From our home, there is no evidence of the wildfire, though. We live at the end of the road, in a narrow box canyon. The wind direction took the fire another way. Even if the fire had headed into our canyon, our house is cement stucco with a ceramic tile roof. The back patio is cement, as are the front steps and walkway. We do believe our home is unlikely to burn easily from the outside.
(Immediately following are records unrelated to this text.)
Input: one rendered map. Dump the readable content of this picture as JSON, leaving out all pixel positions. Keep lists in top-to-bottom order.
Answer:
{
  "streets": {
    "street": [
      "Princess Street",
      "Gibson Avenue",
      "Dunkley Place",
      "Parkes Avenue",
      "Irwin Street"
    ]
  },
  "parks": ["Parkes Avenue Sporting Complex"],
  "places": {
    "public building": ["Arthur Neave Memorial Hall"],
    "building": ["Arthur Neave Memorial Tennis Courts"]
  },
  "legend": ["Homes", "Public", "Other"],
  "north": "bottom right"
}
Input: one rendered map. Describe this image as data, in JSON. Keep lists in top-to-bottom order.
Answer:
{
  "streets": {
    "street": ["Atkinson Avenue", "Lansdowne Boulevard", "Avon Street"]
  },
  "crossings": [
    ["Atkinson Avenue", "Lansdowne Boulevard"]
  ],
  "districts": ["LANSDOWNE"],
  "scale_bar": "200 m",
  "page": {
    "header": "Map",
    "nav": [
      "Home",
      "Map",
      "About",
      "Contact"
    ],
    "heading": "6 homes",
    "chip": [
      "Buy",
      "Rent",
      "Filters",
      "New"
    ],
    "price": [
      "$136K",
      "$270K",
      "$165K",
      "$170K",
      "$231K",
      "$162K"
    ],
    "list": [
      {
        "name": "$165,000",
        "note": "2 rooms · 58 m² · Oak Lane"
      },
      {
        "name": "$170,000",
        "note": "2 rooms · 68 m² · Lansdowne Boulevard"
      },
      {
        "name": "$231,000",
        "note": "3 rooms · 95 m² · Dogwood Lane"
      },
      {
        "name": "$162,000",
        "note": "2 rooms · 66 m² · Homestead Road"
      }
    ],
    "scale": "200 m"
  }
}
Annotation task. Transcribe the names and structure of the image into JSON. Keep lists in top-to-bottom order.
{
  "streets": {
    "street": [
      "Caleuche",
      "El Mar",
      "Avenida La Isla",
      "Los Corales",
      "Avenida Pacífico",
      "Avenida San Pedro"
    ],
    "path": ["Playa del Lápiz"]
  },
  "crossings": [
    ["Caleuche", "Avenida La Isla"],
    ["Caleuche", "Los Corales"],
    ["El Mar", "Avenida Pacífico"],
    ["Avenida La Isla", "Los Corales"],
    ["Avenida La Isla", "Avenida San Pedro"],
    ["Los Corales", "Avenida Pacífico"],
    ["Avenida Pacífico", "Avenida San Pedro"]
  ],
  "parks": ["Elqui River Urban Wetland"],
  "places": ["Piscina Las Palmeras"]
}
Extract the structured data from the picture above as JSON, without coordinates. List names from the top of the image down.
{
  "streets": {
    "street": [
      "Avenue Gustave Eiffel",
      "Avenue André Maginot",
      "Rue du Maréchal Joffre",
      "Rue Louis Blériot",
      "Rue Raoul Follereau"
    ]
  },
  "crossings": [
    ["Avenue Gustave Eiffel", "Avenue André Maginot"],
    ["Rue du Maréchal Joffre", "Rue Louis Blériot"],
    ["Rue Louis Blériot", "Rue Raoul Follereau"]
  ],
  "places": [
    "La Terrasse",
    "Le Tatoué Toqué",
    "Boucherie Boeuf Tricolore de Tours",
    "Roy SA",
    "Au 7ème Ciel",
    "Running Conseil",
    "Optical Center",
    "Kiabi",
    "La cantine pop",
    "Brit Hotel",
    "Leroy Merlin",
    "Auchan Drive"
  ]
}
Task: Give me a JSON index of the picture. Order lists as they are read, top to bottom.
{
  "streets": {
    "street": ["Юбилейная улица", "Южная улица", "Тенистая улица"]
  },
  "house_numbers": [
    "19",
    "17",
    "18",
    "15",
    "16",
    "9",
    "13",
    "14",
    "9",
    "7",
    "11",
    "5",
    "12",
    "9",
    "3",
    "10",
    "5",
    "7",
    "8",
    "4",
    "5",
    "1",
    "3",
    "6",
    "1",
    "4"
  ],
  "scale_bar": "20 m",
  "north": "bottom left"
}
Our house might burn from the inside, though, and that is what I feared on Sunday. As we drove away amidst the flames, I realized I had not turned off the cooktop burner. I'd been cooking a big pot of fresh beets for supper when the power went off, the smoke was blackening the sky and we realized we had to get out as soon as possible. Distracted by the tasks of closing windows and sending the kids out the door, etc. I totally forgot to turn off the burner since it was already off.The power had been back on for quite a while by the time we were escorted to our house by a fire truck to turn off the cooktop on Monday evening. Here is what the pot looks like now. The beets are as light as paper - dry and crumbly. They probably were due to ignite shortly - had we not arrived in time to turn off the burner and remove the pot.
Our house reeks of smoke. Not from the wildfire, but from the beets that were slowly burning in the kitchen. The weather is blessedly cool and we have all the windows open in the hopes that the burnt beet smell will dissipate eventually.